The RSS feed on the right-hand side of our homepage has been aggregating lots of news stories and opinion pieces on the Vancouver Board of Education’s effort to create a policy codifying the appropriate use of social media by its teachers, staff, and students. The Board has found this initiative to be a challenge.
As Geoff Johnson writes: “The attempt by the Board to stuff the social media genie back in the lamp is well-intentioned and the policy, if successfully implemented in some form, may at least provide a platform on which disciplinary action can be considered if employees are unwise enough to misbehave on the Internet. The problem will be deciding what actually constitutes misbehaviour. There will be clear instances, fortunately very rarely, when adult-child relationships fostered on social media are clearly inappropriate. At least it will be possible to cite the policy and its consequences to the adults. The kids are less likely to pay attention to what school trustees think is appropriate and what is not.”

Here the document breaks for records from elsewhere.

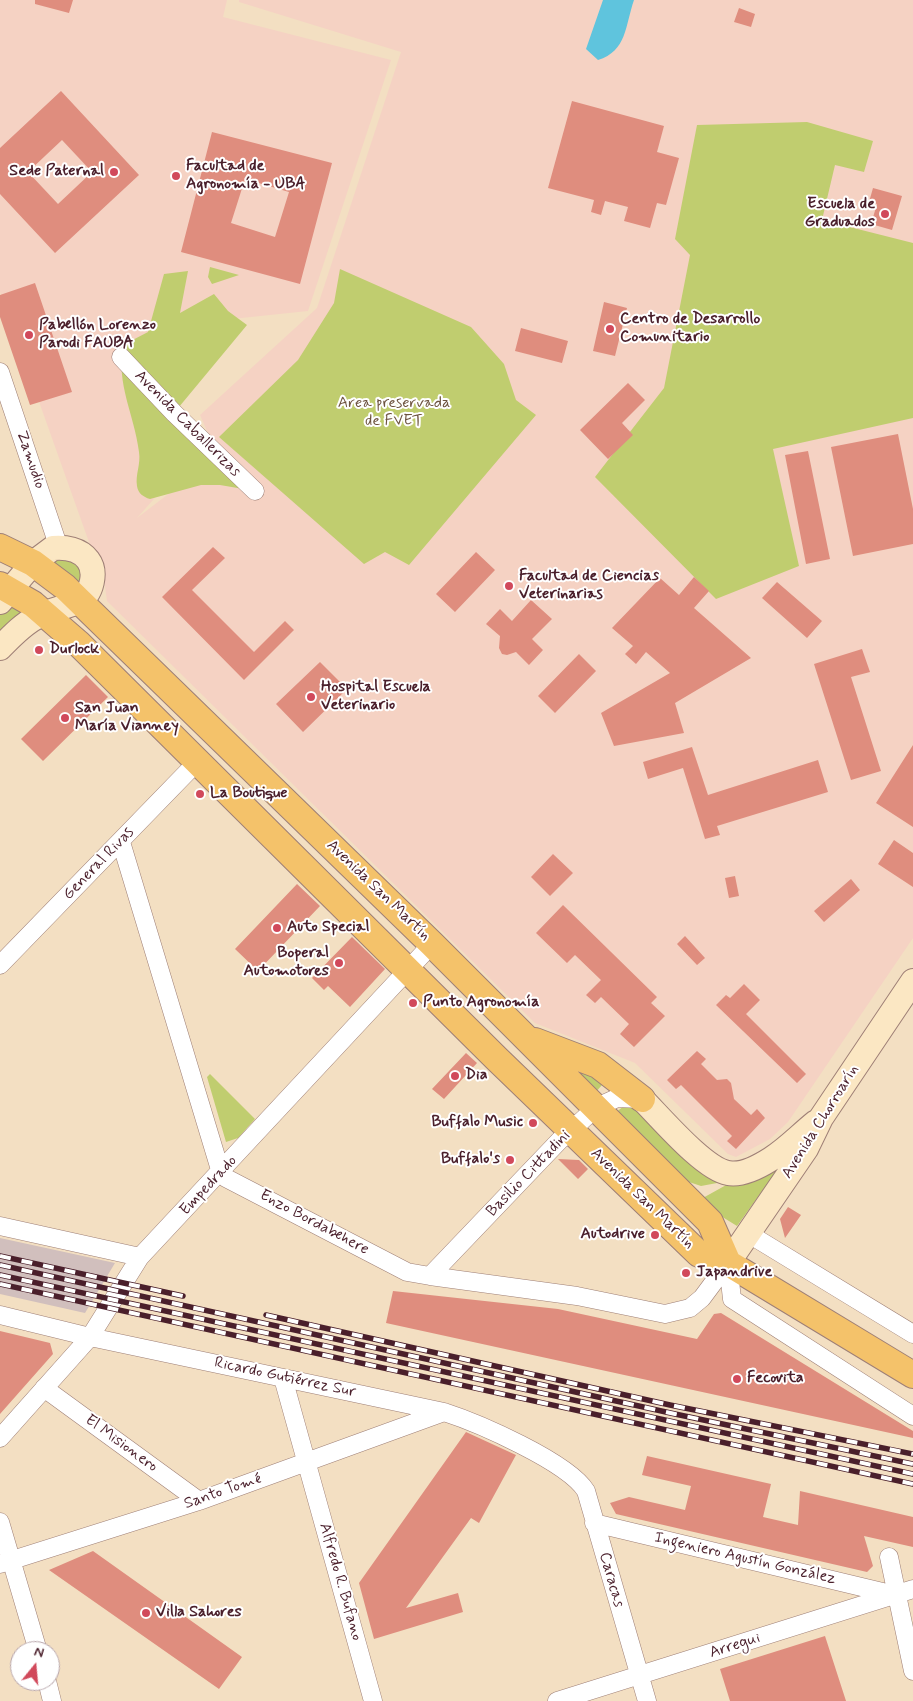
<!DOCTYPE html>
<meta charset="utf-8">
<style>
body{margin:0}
#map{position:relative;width:913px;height:1701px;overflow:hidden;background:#f3dfc2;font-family:Mynerve,sans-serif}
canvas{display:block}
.north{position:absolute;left:10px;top:1641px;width:50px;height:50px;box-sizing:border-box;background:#fff;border:1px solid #b7a5aa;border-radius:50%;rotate:17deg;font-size:14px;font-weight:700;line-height:20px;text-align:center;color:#4a1f2b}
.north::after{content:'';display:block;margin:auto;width:18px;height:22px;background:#d1495b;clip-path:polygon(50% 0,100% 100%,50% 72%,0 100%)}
</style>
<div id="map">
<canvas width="913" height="1701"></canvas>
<div class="north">N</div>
</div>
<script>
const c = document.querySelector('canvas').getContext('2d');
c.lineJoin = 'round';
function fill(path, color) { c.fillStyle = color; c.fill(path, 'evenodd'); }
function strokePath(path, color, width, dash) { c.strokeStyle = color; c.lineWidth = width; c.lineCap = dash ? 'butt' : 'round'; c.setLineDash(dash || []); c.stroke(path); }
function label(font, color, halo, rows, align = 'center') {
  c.font = font + ' Mynerve,sans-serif'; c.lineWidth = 4; c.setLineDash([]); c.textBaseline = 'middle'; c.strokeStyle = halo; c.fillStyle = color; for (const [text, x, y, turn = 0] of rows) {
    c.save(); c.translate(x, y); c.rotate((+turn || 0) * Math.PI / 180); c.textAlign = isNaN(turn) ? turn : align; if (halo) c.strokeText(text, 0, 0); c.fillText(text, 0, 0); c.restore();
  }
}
fill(new Path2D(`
 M0 0H227L223 17 391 60 308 311 156 327 169 482 137 518 218 456 200 415 317 308 401 52 239 2V0H913V938L788 1122 770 1139 736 1157 728 1154 635 1063 535 1023 107 601 101 558 90 545 0 292Z`), '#f5d2c3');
fill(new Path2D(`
 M0 1238 115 1263 85 1313 0 1294Z`), '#d1bfbd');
fill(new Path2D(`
 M807 122 873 141 864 172 835 165 822 220 913 243V418L773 449 799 566 716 599 595 477 664 388 690 255 675 239 697 125Z
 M210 267 239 275 212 284 208 277Z
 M340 269 471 327 504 364 516 400 536 415 409 565 385 552 364 564 219 437 298 360 334 303Z
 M188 271 180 313 214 294 228 311 247 325 174 413 255 491 220 485H201L150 499C143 497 138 493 137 486 135 475 141 464 139 452 134 413 116 385 123 345L148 332 164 274Z
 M59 555 82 566 80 587 48 560Z
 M11 602 26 613 0 637V612Z
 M559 1057 603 1080 602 1085 595 1093Z
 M210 1074 255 1119 238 1138 226 1142 207 1077Z
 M624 1106 642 1111 710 1179 719 1181 717 1183 701 1186 686 1181 615 1113Z
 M774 1168 778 1169 737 1226 716 1213 701 1199 728 1184C747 1188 760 1178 774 1168Z`), '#c0cd6f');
fill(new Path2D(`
 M603 0H634C625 26 627 51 598 60L586 49Z`), '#5fc4dd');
fill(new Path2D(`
 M35 0H73L69 13 35 4Z
 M739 8 755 14 751 27 734 22Z
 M61 91 139 175 55 253 0 194V148ZM62 140 92 172 58 204 28 172Z
 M572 101 664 126 657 152 679 158 666 205 657 203 650 228 624 221 628 207 605 201 601 215 591 212 594 200 548 188Z
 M212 132 332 163 300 284 181 252ZM245 179 289 192 275 237 231 223Z
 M873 188 902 196 892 230 871 224 877 204 869 202Z
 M35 283 72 392 30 405 0 317V295Z
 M604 302 627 308 615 356 593 351Z
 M521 328 568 341 562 363 515 351Z
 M628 383 645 400 622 423 633 435 608 459 580 430Z
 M898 434 913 509V544L853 556 831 447Z
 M808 451 830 559 806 564 785 455Z
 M213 547 225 558 192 590 254 652 285 621 294 630 244 680 162 597Z
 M476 552 495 570 455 612 436 594Z
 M694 577 709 591 694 608 751 658 675 703 684 733 614 746 601 713 670 673 646 652 636 664 625 654 633 646 612 628 660 578 679 595Z
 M777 582 822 621 807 638 762 598Z
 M531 600 552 619 532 639 543 650 529 665 516 652 507 655 502 654 499 648 500 636 486 624 500 609 512 621Z
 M862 649 870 672 851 677 881 771 851 780 814 664Z
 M579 654 596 671 555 713 538 696Z
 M320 662 347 689 303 732 276 704Z
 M86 675 108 697 43 761 21 739Z
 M913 745V827L876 803Z
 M692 747 708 795 818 760 828 792 717 826 720 835 705 839 683 768 648 779 643 762Z
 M894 840 913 853V887L878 864Z
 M553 854 573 873 550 896 531 877Z
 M735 876 739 896 729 898 725 878Z
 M851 879 860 890 824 922 814 911Z
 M297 884 320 906 258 971 235 949Z
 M563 905 657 997 651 1003 665 1016 634 1047 620 1034 629 1024 601 997 595 1003 586 995 601 980 575 955 567 963 536 933Z
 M685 936 705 958 697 965 677 944Z
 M352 937 385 969 350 1007 328 986 324 990 312 978Z
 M744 984 760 1000 746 1014 806 1074 797 1083 716 1005 726 995 730 998Z
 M697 1051 706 1059 701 1064 717 1080 727 1079 731 1083 734 1099 751 1115 757 1109 765 1118 736 1149 727 1141 732 1136 681 1085 676 1089 667 1080Z
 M466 1053 477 1063 444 1099 432 1089Z
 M558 1159 579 1160 588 1169 578 1179Z
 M788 1207 801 1215 785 1238 780 1219Z
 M393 1291 558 1309 697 1339 714 1314 721 1313 913 1431V1438L386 1323Z
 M0 1331 50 1343 53 1354 0 1414Z
 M466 1432 516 1455 479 1523 471 1518 406 1608 458 1593 463 1612 374 1639 359 1583Z
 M647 1456 771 1484 763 1517 798 1525 800 1491 913 1517V1547L864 1536 873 1566 867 1572 616 1514 610 1503 629 1497 685 1510 691 1486 642 1475Z
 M93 1551 242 1657 219 1689 49 1570Z
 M825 1636 846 1701H730L720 1669Z`), '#df8d7e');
const street = new Path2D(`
 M121 357 174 413 255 491
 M0 372 59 548
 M121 842 221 1173 226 1178 407 1272 430 1276 577 1296 665 1314 690 1308 702 1298 728 1263
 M0 965 197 762
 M0 1226 140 1257
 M749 1234 913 1334
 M728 1263 732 1299 913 1416
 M430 1276 559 1141 597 1107 617 1098 642 1099
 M0 1315 90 1337 444 1412C478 1423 568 1462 586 1491L647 1701
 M283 1378 373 1701
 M44 1388 199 1501
 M0 1438 90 1337 140 1257 432 944
 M0 1522 38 1651
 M594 1523 895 1595
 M889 1557 913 1671
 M0 1564 199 1501 444 1412
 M47 1681 52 1701
 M557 1701 913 1589`);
const secondary = new Path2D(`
 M0 602 33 563 53 548C65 547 80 549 88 560 97 572 92 594 79 601 66 608 50 609 35 618 22 625 11 637 0 648
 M642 1099C661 1118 704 1169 728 1173 742 1176 760 1166 771 1159 787 1149 801 1134 816 1122
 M728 1263 806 1149 821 1118 913 981`);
const primary = new Path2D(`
 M0 547 33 563 65 587 432 944 710 1222 728 1263
 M0 585 33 604 78 643 496 1058 699 1254 728 1263 913 1375
 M535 1041 598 1065 642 1099`);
strokePath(street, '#9e7f76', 19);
strokePath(secondary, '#9e7f76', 26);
strokePath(primary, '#9e7f76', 28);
strokePath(street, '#fff', 18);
strokePath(secondary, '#fbe7c3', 24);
strokePath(primary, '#f4c26a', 26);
const rail = new Path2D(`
 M0 1256 183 1296
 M0 1265 675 1414 913 1464
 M0 1275 913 1474
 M0 1284 913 1484
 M266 1315 670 1405 913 1454`);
strokePath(rail, '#4a1f2b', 5.5);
strokePath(rail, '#fff', 4, [11]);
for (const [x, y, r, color] of [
 [114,172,5,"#d1495b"],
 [176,176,5,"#d1495b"],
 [885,214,5,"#d1495b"],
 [610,329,5,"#d1495b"],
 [29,335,5,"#d1495b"],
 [509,586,5,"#d1495b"],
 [39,650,5,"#d1495b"],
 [311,697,5,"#d1495b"],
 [65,718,5,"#d1495b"],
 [200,794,5,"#d1495b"],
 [277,928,5,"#d1495b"],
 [339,963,5,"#d1495b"],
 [413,1003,5,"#d1495b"],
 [455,1076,5,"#d1495b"],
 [533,1123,5,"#d1495b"],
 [510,1160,5,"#d1495b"],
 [655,1235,5,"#d1495b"],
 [686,1273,5,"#d1495b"],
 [737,1379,5,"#d1495b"],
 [146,1613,5,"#d1495b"]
]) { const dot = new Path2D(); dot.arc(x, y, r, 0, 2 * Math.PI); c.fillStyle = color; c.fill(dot); strokePath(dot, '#fff', 2); }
label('bold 16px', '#4a1f2b', '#fff', [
 ["Facultad de",186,167],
 ["Agronomía - UBA",186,185],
 ["Sede Paternal",104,172,"right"],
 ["Escuela de",875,205,"right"],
 ["Graduados",875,223,"right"],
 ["Centro de Desarrollo",620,320],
 ["Comunitario",620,338],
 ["Pabellón Lorenzo",39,326],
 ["Parodi FAUBA",39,344],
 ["Facultad de Ciencias",519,577],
 ["Veterinarias",519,595],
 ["Durlock",49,650],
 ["Hospital Escuela",321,688],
 ["Veterinario",321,706],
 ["San Juan",75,709],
 ["María Vianney",75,727],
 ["La Boutique",210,794],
 ["Auto Special",287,928],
 ["Boperal",329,954,"right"],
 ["Automotores",329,972,"right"],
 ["Punto Agronomía",423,1003],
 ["Dia",465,1076],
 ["Buffalo Music",523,1123,"right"],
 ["Buffalo's",500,1160,"right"],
 ["Autodrive",645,1235,"right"],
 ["Japandrive",696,1273],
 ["Fecovita",747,1379],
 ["Villa Sahores",156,1613]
], 'left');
label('16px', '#6d533f', '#fff', [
 ["Area preservada",394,404],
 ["de FVET",394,422]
]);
label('16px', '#4a1f2b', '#fff', [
 ["Avenida Caballerizas",187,424,45],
 ["Zamudio",30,460,71],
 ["General Rivas",99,864,-46],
 ["Avenida San Martín",378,891,44],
 ["Avenida Chorroarín",821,1122,-58],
 ["Basilio Cittadini",529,1174,-46],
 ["Empedrado",209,1186,-47],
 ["Avenida San Martín",642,1199,44],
 ["Enzo Bordabehere",314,1223,28],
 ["Ricardo Gutiérrez Sur",285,1378,12],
 ["El Misionero",121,1444,36],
 ["Santo Tomé",223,1492,-19],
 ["Ingeniero Agustín González",745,1559,13],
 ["Caracas",611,1580,74],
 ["Alfredo R. Bufano",340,1582,74],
 ["Arregui",735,1646,-18]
]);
</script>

I believe the overall goal of social media governance policies in the classroom environment should be two-fold: (1) Teachers need to be able to use current digital platforms to deliver successful educational experiences for students, and (2) faculty, staff, and students have to be fully aware of – and protected from – the risks associated with web technology and social media use. To be aware of these evolving risks, all of these stakeholders need ongoing education that their communities should provide and pay for. That seems about right to me.